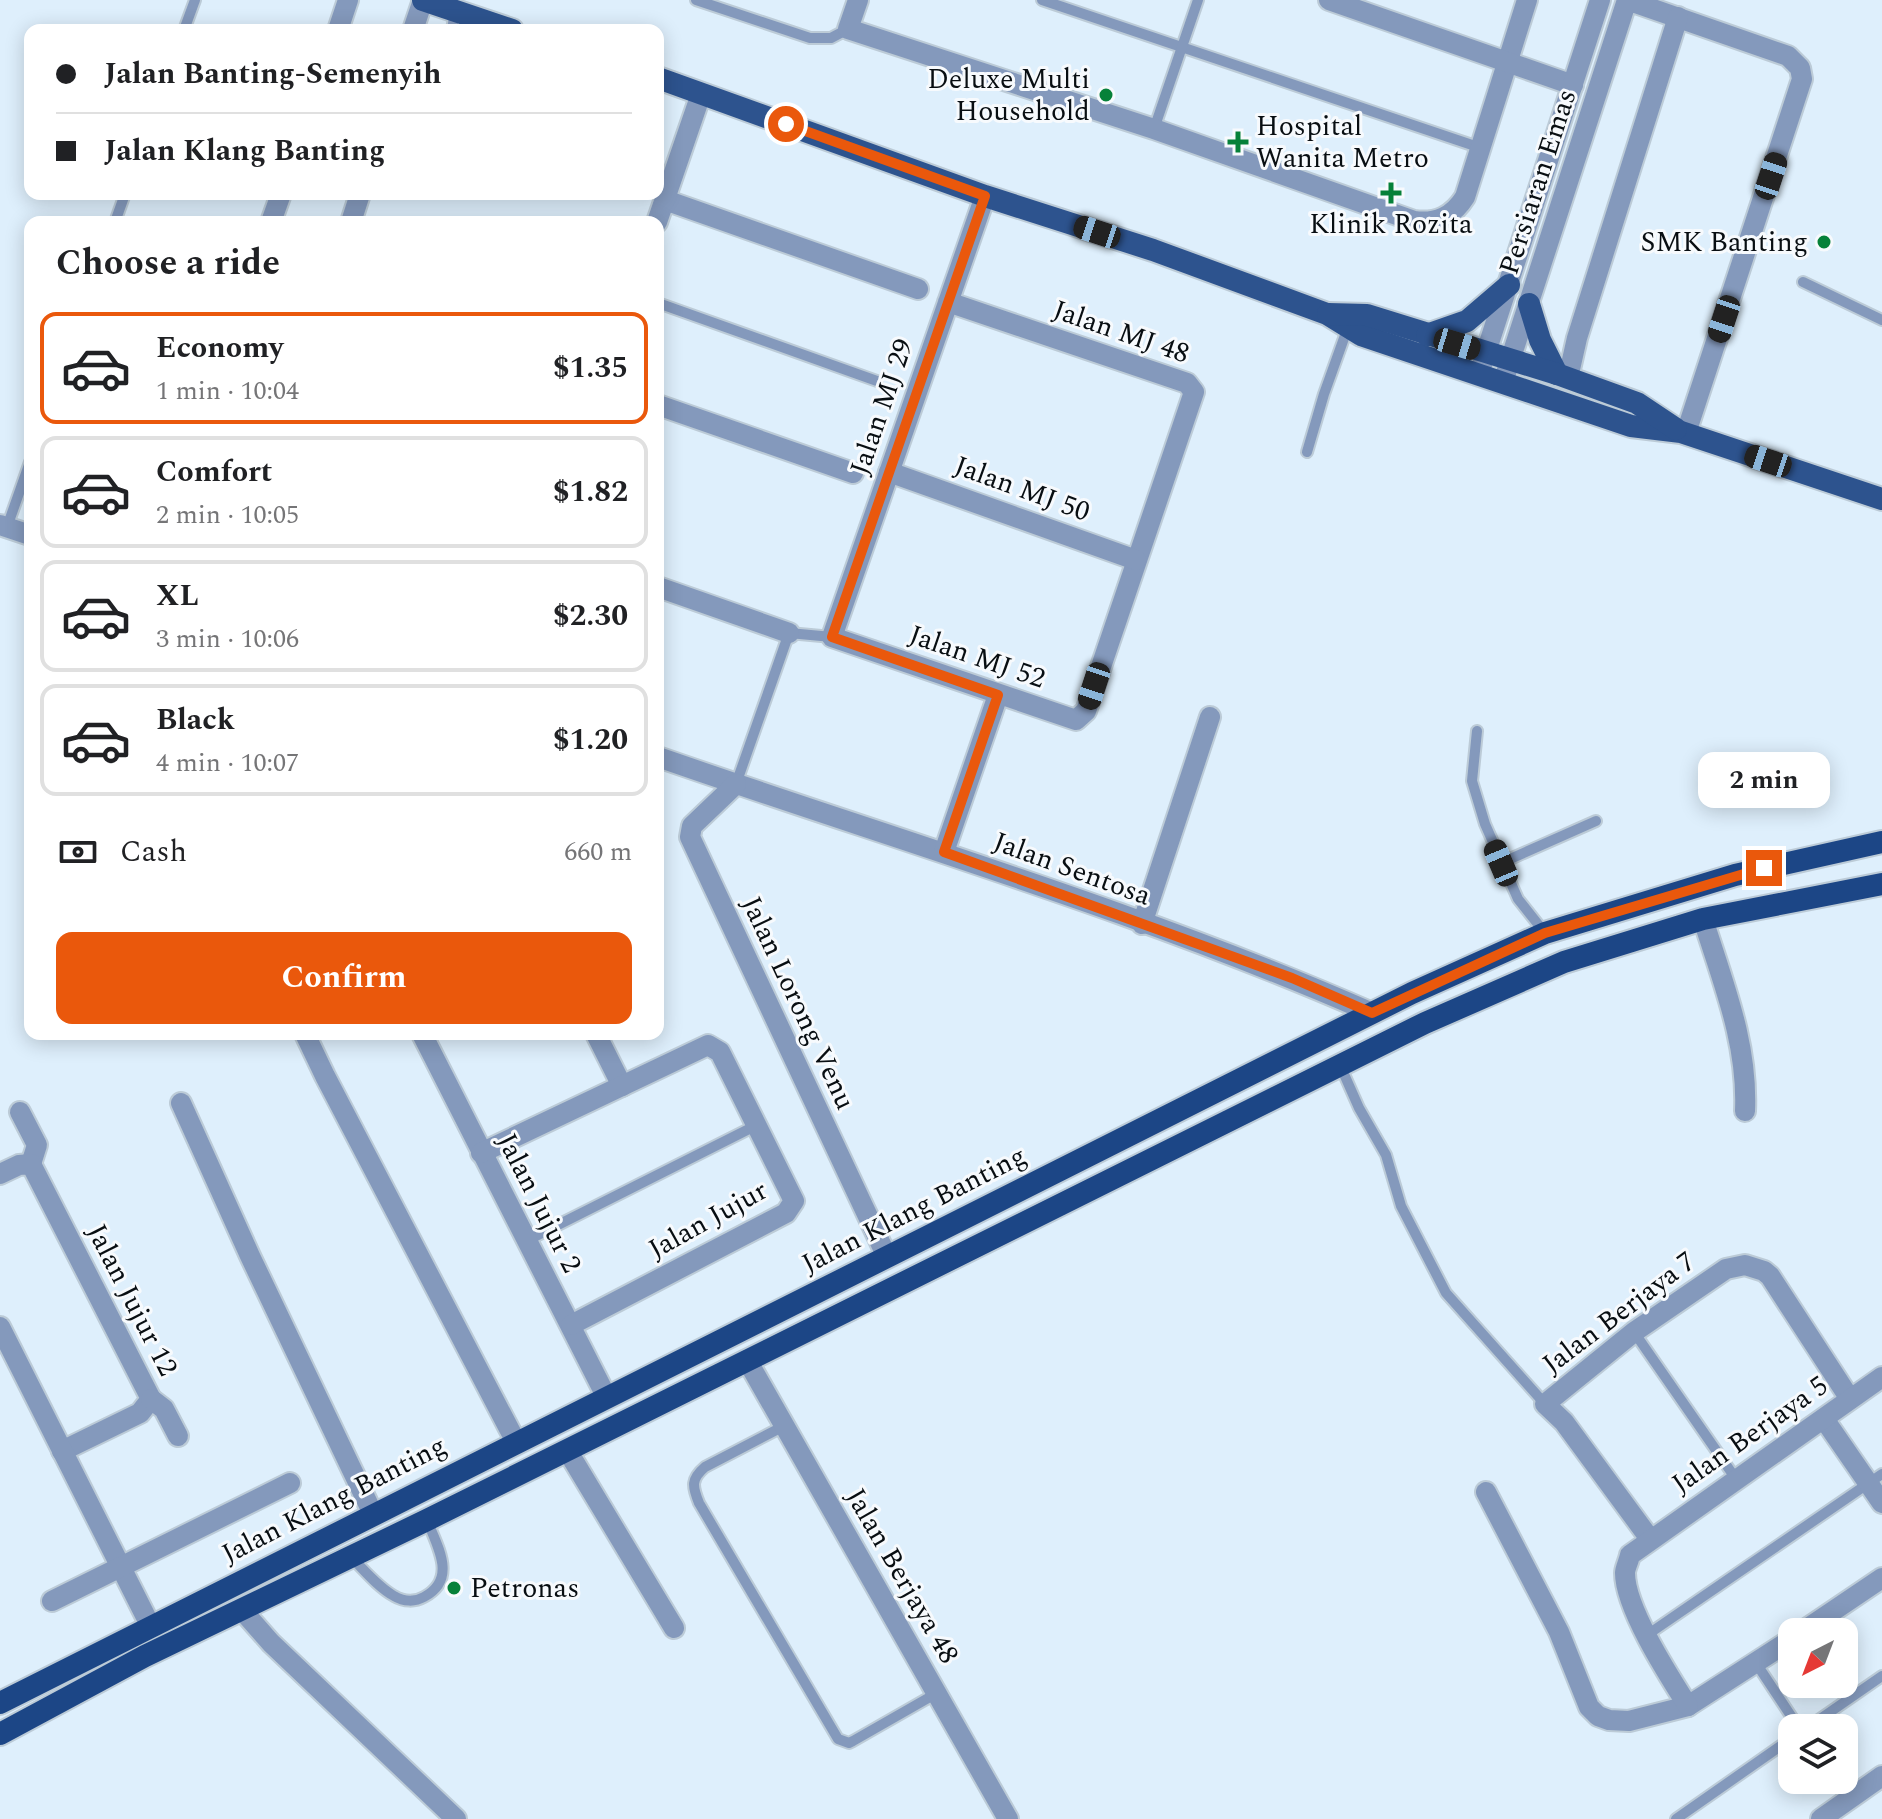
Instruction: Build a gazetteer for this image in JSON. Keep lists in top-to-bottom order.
{
  "streets": {
    "highway": ["Jalan Klang Banting"],
    "street": [
      "Persiaran Emas",
      "Jalan MJ 48",
      "Jalan MJ 29",
      "Jalan MJ 50",
      "Jalan MJ 52",
      "Jalan Sentosa",
      "Jalan Lorong Venu",
      "Jalan Jujur 2",
      "Jalan Jujur",
      "Jalan Jujur 12",
      "Jalan Berjaya 7",
      "Jalan Berjaya 5",
      "Jalan Berjaya 48"
    ]
  },
  "crossings": [
    ["Jalan MJ 48", "Jalan MJ 29"],
    ["Jalan MJ 48", "Jalan MJ 50"],
    ["Jalan MJ 48", "Jalan MJ 52"],
    ["Jalan MJ 29", "Jalan MJ 50"],
    ["Jalan MJ 29", "Jalan MJ 52"],
    ["Jalan MJ 50", "Jalan MJ 52"],
    ["Jalan Sentosa", "Jalan Lorong Venu"],
    ["Jalan Sentosa", "Jalan Klang Banting"],
    ["Jalan Lorong Venu", "Jalan Klang Banting"],
    ["Jalan Jujur 2", "Jalan Klang Banting"],
    ["Jalan Jujur 2", "Jalan Jujur"],
    ["Jalan Klang Banting", "Jalan Berjaya 48"],
    ["Jalan Berjaya 7", "Jalan Berjaya 5"]
  ],
  "places": {
    "other": ["Deluxe Multi Household", "SMK Banting", "Petronas"],
    "health": ["Hospital Wanita Metro", "Klinik Rozita"]
  },
  "north": "bottom left",
  "page": {
    "banner": ["Jalan Banting-Semenyih", "Jalan Klang Banting"],
    "heading": "Choose a ride",
    "list": [
      {
        "name": "Economy",
        "note": "1 min · 10:04",
        "value": "$1.35"
      },
      {
        "name": "Comfort",
        "note": "2 min · 10:05",
        "value": "$1.82"
      },
      {
        "name": "XL",
        "note": "3 min · 10:06",
        "value": "$2.30"
      },
      {
        "name": "Black",
        "note": "4 min · 10:07",
        "value": "$1.20"
      }
    ],
    "bubble": "2 min",
    "pay": ["Cash", "660 m"],
    "buttons": "Confirm"
  }
}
☆ ☆ ☆ ☆ ☆ ☆ ☆
Task goal: Go through the records and work out how many lines contain the string "Jujur". The answer should be that number alone.

Exercise result: 5